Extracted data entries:
*** Block opens ***

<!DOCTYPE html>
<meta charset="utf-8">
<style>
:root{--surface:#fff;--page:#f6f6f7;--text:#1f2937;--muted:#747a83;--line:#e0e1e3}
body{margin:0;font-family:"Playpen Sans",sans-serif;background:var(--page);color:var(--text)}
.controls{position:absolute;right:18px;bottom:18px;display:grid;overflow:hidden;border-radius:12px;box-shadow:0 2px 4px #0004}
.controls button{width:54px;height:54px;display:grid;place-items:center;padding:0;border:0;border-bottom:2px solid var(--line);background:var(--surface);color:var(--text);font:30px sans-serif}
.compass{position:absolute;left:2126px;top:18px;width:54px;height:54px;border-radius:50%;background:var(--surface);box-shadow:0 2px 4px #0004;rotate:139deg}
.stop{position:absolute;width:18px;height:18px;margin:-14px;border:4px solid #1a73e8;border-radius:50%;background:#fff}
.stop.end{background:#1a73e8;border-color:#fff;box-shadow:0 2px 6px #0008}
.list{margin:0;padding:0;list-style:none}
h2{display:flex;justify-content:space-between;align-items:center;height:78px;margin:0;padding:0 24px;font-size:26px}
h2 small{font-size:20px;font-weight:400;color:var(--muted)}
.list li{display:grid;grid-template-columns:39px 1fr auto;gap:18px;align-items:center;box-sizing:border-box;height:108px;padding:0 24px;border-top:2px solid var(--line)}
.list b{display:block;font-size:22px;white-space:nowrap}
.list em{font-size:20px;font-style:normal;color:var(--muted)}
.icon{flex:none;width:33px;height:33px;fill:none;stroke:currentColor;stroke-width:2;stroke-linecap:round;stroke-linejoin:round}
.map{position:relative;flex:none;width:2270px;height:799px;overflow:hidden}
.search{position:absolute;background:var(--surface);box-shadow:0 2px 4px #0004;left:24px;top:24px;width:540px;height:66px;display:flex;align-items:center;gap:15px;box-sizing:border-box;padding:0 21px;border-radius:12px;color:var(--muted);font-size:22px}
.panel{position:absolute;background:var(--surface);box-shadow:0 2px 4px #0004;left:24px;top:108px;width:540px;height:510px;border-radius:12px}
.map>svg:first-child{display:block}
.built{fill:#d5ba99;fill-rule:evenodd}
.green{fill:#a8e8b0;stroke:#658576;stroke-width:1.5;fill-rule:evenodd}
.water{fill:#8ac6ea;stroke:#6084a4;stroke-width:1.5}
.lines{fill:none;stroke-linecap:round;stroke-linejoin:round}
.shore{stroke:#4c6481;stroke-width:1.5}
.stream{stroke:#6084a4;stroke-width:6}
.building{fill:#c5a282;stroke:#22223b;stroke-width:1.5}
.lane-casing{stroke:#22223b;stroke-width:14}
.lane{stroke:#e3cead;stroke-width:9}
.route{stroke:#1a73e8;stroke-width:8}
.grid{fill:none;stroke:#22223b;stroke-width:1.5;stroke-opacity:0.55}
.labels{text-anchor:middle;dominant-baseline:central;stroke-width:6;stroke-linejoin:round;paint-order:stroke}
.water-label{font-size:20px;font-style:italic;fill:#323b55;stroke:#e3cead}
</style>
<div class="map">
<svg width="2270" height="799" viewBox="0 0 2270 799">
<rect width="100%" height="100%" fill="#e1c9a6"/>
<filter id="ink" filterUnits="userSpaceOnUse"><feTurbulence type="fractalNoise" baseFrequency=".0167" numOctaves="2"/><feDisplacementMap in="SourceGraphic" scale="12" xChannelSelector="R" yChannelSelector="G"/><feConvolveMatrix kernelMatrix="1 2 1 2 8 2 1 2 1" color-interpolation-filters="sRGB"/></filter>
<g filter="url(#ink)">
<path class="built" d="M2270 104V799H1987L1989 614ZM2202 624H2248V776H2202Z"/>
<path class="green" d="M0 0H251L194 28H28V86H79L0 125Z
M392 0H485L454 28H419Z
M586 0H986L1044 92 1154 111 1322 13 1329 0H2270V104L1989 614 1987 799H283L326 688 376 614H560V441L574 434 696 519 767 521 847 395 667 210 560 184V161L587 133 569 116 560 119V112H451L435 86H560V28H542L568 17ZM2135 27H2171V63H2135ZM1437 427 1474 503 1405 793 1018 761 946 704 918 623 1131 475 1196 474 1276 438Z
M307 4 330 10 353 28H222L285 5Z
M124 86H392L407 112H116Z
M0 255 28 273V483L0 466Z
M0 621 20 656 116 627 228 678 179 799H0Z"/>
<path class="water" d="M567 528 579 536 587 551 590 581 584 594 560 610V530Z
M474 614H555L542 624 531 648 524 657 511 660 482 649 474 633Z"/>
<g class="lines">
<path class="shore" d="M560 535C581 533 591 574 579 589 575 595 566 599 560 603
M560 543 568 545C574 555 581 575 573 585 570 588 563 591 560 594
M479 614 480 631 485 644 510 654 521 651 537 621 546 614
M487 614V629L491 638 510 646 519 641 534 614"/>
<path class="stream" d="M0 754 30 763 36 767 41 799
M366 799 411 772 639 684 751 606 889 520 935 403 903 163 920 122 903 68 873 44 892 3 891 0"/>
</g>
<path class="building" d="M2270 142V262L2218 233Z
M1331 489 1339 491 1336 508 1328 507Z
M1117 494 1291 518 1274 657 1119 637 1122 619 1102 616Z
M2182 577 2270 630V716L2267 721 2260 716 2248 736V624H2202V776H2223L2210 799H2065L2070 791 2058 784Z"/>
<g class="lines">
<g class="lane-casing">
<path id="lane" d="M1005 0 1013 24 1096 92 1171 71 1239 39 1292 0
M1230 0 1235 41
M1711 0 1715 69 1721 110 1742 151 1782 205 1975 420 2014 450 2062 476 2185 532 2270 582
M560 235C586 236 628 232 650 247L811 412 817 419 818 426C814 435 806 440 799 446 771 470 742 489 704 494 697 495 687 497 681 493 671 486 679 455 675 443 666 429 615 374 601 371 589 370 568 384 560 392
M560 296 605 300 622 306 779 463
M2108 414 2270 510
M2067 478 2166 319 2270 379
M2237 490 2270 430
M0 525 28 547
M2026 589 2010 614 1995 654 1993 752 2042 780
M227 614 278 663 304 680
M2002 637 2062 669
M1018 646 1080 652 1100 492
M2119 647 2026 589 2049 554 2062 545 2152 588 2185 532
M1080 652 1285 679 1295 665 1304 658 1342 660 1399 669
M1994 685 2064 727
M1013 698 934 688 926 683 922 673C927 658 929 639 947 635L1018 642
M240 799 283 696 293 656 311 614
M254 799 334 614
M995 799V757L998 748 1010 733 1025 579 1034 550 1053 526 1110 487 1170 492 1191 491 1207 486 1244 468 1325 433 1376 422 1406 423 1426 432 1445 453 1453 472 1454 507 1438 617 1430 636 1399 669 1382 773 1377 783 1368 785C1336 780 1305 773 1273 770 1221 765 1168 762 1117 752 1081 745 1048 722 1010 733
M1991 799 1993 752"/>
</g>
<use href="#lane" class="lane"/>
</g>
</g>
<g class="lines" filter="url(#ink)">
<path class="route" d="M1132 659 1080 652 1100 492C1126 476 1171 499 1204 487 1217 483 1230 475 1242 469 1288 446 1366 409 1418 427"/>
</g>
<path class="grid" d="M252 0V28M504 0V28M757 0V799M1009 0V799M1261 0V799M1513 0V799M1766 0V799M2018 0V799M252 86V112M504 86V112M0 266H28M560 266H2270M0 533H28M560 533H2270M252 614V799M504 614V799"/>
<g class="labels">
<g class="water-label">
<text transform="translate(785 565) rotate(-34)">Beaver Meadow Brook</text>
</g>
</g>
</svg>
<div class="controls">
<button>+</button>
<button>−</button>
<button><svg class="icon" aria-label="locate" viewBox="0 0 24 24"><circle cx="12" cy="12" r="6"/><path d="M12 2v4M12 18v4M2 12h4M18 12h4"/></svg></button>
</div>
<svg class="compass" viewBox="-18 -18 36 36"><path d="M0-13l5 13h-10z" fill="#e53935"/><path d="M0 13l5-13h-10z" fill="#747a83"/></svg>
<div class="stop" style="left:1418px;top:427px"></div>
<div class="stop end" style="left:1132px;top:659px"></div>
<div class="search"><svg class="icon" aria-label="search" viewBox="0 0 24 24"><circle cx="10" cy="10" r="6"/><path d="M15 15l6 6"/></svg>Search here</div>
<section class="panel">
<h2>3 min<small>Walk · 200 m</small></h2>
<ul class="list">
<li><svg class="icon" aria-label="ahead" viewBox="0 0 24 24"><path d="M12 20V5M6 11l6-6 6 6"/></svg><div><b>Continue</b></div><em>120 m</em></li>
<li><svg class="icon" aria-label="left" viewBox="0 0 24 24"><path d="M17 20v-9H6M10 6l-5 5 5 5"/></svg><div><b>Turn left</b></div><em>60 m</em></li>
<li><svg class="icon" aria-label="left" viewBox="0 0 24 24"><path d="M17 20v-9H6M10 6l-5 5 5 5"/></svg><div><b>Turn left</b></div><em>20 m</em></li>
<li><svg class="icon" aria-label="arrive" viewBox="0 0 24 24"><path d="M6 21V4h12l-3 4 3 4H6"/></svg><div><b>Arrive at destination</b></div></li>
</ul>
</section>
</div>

*** Block closes ***

### ASSIGNMENT:
Find each line in the records holding the string "style" and show it.

### SOLUTION:
<style>
.list{margin:0;padding:0;list-style:none}
.list em{font-size:20px;font-style:normal;color:var(--muted)}
.water-label{font-size:20px;font-style:italic;fill:#323b55;stroke:#e3cead}
</style>
<div class="stop" style="left:1418px;top:427px"></div>
<div class="stop end" style="left:1132px;top:659px"></div>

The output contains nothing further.